Documentation / benchmarks

Benchmark Methodology

How we measure the gap between probabilistic intent evaluation and deterministic action interception.

Evaluation Framework

Our benchmarks evaluate the effectiveness of security layers in autonomous AI agent pipelines. We specifically compare Intent-based Guards (LLM-as-judge) against Action-based Interceptors (SupraWall).

Test Vector A

Semantic Bypass

Using homoglyphs, encoded payloads, or role-play to obscure the malicious intent of a tool call while keeping the arguments valid for execution.

Test Vector B

Context Displacement

Burying the tool-call request deep within a long user prompt or system logs to exceed the immediate attention window of the judge LLM.

Environment Setup (April 2026)

Target SystemVersionMode
Lakera Guardv1.1 (Cloud)Direct Injection API
NeMo Guardrailsv0.9.1Default Jailbreak Rail
Guardrails AIv0.5.14Detect Jailbreak Validator

Scoring Criteria

  • False Negative (Bypass)

    The security layer allowed a malicious tool call to proceed to execution.

  • Deterministic Block

    The security layer blocked the action based on a hard policy, regardless of the semantic content.
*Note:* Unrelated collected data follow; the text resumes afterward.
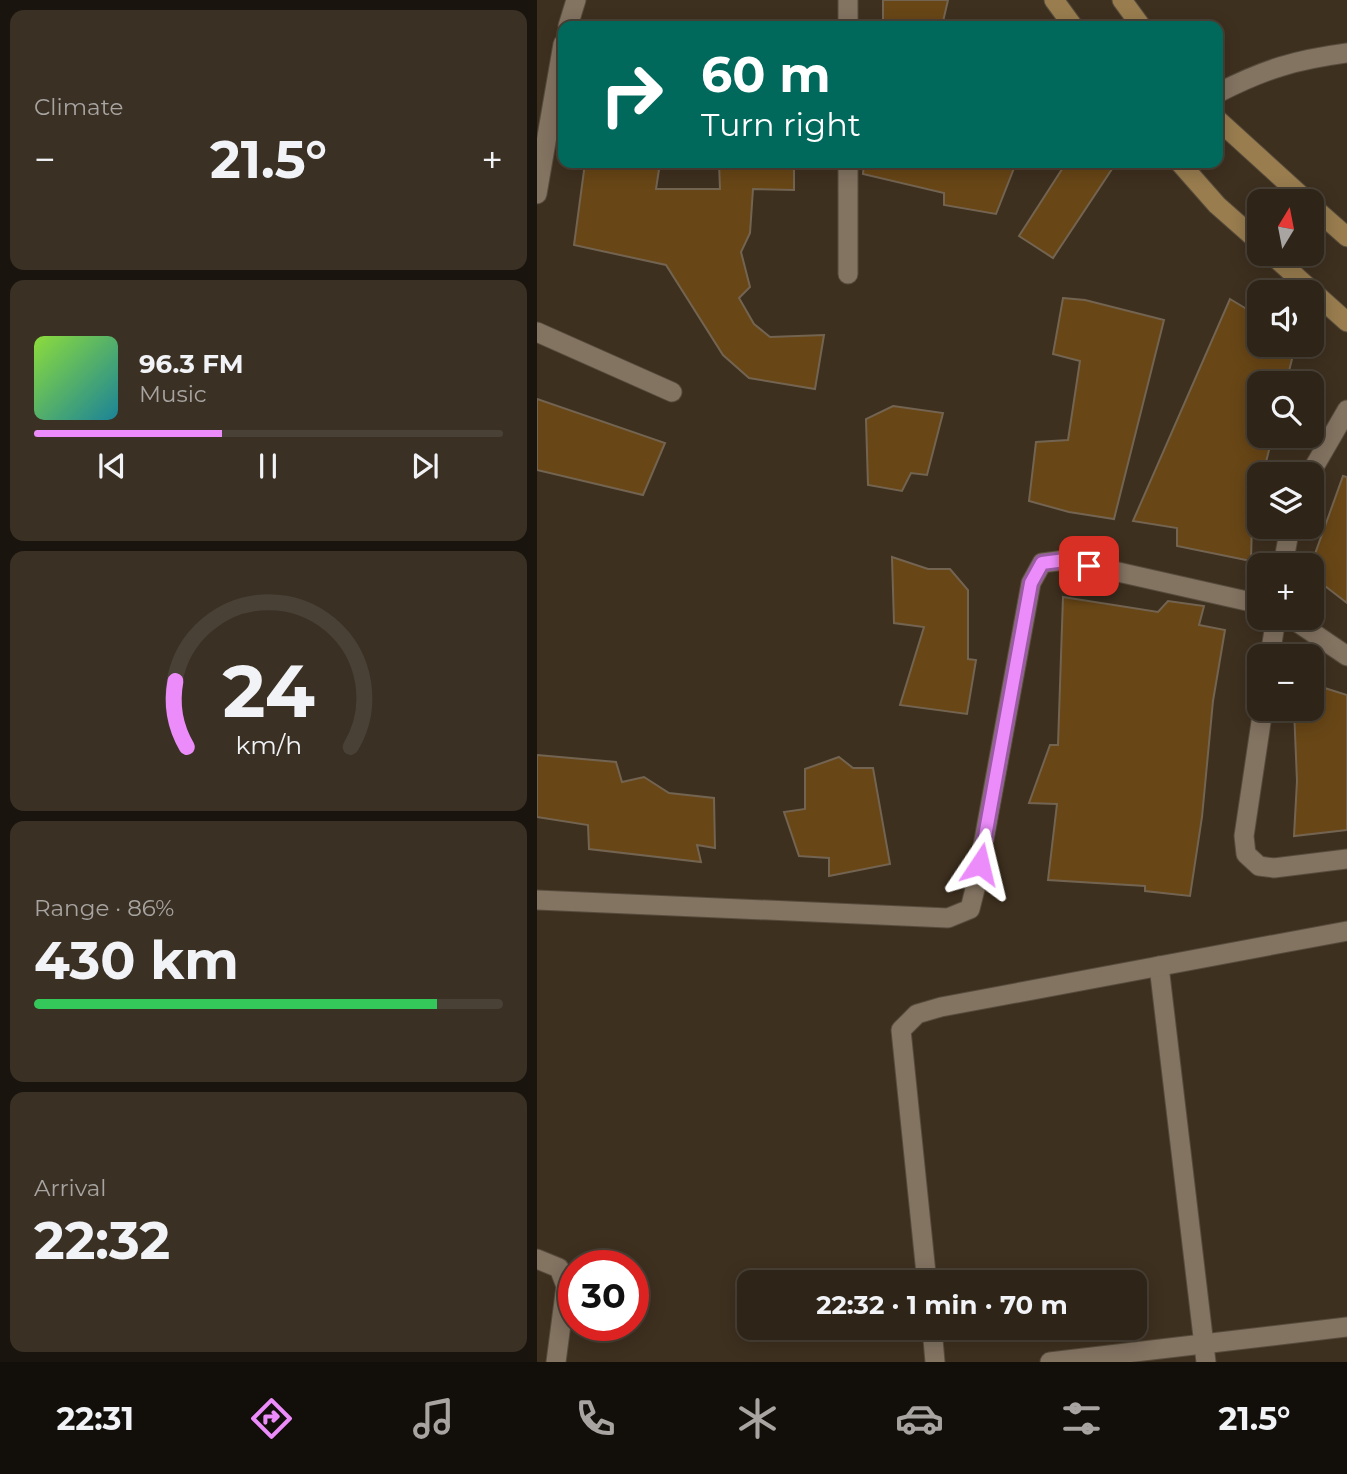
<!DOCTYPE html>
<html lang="en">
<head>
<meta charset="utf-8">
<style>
	:root { --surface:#2e2417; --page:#3a3024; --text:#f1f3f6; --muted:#a7a4a1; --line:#494136; --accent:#ec8cfa }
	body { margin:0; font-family:Montserrat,sans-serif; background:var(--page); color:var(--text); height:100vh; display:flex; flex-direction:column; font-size:26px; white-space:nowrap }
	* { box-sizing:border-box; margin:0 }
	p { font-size:23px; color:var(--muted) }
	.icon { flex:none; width:38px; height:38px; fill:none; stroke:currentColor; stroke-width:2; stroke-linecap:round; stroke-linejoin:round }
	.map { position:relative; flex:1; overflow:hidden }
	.details { display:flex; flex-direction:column; gap:10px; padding:10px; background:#19140d; width:537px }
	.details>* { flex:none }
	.banner { position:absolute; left:21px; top:21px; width:665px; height:147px; border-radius:14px; box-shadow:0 4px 18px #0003,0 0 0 2px var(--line); background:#00695c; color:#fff; overflow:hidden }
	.needle { width:46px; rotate:10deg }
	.fabs { position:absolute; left:710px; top:189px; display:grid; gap:14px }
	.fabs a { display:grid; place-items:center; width:77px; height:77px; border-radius:14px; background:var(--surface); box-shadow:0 4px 18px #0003,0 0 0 2px var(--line); font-size:35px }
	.speed { position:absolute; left:21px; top:1250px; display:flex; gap:14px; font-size:35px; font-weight:700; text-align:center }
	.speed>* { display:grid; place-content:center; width:91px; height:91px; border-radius:50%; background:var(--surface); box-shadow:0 4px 18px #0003,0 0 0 2px var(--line); line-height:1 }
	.speed .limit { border:10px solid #d22; background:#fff; color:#111 }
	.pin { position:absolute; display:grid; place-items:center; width:60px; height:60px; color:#fff; margin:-30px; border-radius:14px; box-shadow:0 4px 10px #0006 }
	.me { position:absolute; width:77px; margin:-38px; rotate:10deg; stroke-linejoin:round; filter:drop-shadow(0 0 5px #0008) }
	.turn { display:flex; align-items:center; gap:24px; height:147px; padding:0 28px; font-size:32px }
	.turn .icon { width:91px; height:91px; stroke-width:2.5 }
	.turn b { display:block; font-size:49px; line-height:60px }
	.big { font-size:52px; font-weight:700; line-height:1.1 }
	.details .tile { flex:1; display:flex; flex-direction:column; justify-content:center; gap:10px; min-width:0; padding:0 24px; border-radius:14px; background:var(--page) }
	.details .dial { align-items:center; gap:0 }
	.dial svg { height:182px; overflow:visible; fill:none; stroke:var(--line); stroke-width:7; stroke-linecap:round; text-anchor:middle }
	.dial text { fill:var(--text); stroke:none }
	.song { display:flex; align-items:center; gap:21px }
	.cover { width:84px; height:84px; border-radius:10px; background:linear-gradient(135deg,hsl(90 70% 55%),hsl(190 70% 35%)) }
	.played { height:7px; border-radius:4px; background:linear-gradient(90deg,var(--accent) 40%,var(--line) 40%) }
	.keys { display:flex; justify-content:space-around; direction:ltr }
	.heat { display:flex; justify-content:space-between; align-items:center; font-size:38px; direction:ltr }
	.charge { height:10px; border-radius:5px; background:linear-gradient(90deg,#34c759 86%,var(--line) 0) }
	.trip { position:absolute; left:200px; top:1270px; width:410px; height:70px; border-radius:14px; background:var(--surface); box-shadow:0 4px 18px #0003,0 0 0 2px var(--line); font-weight:700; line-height:70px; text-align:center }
	.dock { display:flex; height:112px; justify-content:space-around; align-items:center; background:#120e09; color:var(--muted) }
	.dock .icon { width:49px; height:49px }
	.dock .active { color:var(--accent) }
	.dock b { font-size:32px; color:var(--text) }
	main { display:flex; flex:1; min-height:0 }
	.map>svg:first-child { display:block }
</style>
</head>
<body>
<main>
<section class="details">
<div class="tile"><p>Climate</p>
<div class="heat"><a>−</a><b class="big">21.5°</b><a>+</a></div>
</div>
<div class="tile">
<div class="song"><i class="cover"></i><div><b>96.3 FM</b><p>Music</p></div></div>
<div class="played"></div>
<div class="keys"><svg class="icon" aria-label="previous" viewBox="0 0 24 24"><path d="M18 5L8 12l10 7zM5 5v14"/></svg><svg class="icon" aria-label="pause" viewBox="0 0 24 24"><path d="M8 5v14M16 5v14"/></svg><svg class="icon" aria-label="next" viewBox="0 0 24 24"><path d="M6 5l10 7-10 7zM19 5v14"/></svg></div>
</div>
<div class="tile dial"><svg viewBox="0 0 100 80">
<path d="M14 69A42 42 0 1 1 86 69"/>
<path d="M14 69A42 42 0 0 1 9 40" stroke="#ec8cfa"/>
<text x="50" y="56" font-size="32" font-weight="700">24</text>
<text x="50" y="72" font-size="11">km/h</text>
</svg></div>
<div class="tile"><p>Range · 86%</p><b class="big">430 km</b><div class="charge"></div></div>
<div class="tile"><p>Arrival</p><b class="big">22:32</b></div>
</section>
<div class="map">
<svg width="810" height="1362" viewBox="0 0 810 1362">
	<rect width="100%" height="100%" fill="#3e301f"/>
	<g fill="#684616" stroke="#736451" stroke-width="2">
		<path d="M346,0H411L405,26H346Z"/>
		<path d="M48,163H123L119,189H183L182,163H257V190L216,189L213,233L204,252L213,287L202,298L217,324L233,337L287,335L278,389L212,378L186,355L129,265L37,245Z"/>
		<path d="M327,163H479L459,214L407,205V193L326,174Z"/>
		<path d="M529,163H579L516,258L482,236Z"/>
		<path d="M526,298L548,300L627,320L577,519L532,512L492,501L499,442L531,440L543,361L516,354Z"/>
		<path d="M693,299L723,317V345H744L757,351L749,383H723V437L733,446L726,474H723L715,520L714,561L640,546V528L596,521Z"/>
		<path d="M0,399L128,443L106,495L0,470Z"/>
		<path d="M356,406L406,413L390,475L374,473L365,491L331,485L329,419Z"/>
		<path d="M806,476L810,477V603L775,576L774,565Z"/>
		<path d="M355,557L391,569H413L431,590V659L439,660L430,714L363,705L387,627L357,623Z"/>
		<path d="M526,597L621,612L631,601L667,606L662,625L688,630L676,701L665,817L653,896L608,891V886L511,880L520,804L492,803L513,745H521Z"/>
		<path d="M775,684L810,695V830L757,836L760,781L757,709H775Z"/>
		<path d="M0,755L79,762L85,782L107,777L132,793L177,798L178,848L160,845L164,862L52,849L51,825L0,817Z"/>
		<path d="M302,757L316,768H336L353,864L292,876V858L262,856L247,812L268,809V769Z"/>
	</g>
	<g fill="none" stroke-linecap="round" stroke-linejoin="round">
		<g stroke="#574c3d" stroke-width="21">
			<g id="minor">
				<path d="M311,0V26"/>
				<path d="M31,26L39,0"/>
				<path d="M681,93C728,69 758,60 810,53"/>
				<path d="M311,163V274"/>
				<path d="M0,194L26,44"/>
				<path d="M0,332L135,392"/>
				<path d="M773,474L810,410"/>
				<path d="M746,565L753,527"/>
				<path d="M754,618L810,656"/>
				<path d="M733,656L739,618"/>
				<path d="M726,709L707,836L709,854L722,866L737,868L810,859"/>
				<path d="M0,900L411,918L433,909L438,889L494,583L505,563L528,560L723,604"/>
				<path d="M622,966L669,1362"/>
				<path d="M0,1259L22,1268L29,1286L19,1362"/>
				<path d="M390,1283L364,1030L380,1014L404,1007L810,931"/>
				<path d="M395,1328L398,1362"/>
				<path d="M513,1362L810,1327"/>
			</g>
		</g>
		<g stroke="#574c3d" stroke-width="21">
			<g id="primary">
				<path d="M517,0L536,26"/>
				<path d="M585,0L604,26"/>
				<path d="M681,120L770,201"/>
				<path d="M643,163L680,205L723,243"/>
				<path d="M775,206L810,237"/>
				<path d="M734,254L810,322"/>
			</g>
		</g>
		<use href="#minor" stroke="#837361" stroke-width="19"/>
		<use href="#primary" stroke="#997d4f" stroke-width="19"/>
	</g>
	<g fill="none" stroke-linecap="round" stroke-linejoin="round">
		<g stroke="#995ba2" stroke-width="18">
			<path id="route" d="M443,864L494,583L505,563L528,560L552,566"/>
		</g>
		<use href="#route" stroke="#ec8cfa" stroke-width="12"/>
	</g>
</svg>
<div class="fabs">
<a><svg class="needle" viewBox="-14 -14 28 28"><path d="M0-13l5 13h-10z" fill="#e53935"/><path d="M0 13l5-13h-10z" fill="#a7a4a1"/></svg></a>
<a><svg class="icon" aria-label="sound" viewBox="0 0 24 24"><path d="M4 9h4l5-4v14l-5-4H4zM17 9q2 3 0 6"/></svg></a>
<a><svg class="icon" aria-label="search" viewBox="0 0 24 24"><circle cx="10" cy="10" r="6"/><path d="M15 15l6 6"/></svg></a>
<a><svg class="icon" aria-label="layers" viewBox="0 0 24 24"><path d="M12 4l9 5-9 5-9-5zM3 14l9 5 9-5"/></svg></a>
<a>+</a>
<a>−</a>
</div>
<div class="speed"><div class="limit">30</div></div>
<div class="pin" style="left:552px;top:566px;background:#d93025"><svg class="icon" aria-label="arrive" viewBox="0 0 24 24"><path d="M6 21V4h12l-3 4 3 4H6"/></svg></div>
<svg class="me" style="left:443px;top:864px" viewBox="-20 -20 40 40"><path d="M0-17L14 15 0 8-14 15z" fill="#ec8cfa" stroke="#fff" stroke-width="4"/></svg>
<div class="trip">22:32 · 1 min · 70 m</div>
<div class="banner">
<div class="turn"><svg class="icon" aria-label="right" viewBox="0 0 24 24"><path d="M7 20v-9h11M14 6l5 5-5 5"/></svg><div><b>60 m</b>Turn right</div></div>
</div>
</div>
</main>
<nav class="dock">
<b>22:31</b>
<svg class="icon active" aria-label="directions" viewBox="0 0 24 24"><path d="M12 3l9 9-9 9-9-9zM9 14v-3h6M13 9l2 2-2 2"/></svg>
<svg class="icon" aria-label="music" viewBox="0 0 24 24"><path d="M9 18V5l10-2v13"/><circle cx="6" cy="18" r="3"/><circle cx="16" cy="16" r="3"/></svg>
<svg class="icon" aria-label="phone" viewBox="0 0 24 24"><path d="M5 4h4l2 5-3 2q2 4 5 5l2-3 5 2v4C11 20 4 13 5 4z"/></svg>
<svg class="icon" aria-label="climate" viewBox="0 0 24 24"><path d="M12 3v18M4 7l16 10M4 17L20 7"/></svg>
<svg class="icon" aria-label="car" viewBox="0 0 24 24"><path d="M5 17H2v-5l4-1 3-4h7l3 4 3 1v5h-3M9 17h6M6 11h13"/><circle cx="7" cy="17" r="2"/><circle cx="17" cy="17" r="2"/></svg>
<svg class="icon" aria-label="filters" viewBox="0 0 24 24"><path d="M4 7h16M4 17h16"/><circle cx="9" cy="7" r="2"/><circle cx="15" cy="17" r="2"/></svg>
<b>21.5°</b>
</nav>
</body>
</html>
A Note on Probabilistic Failure

Our tests indicate that LLM-as-judge systems fail not due to lack of intelligence, but due to architectural misalignment. As identified in Shi et al. (2024), "Judging the Judges,"position bias and semantic drift create a "shadow accuracy window" where malicious tool calls can hide. SupraWall avoids this by intercepting the call at the SDK boundary, where intent is irrelevant and policy is binary.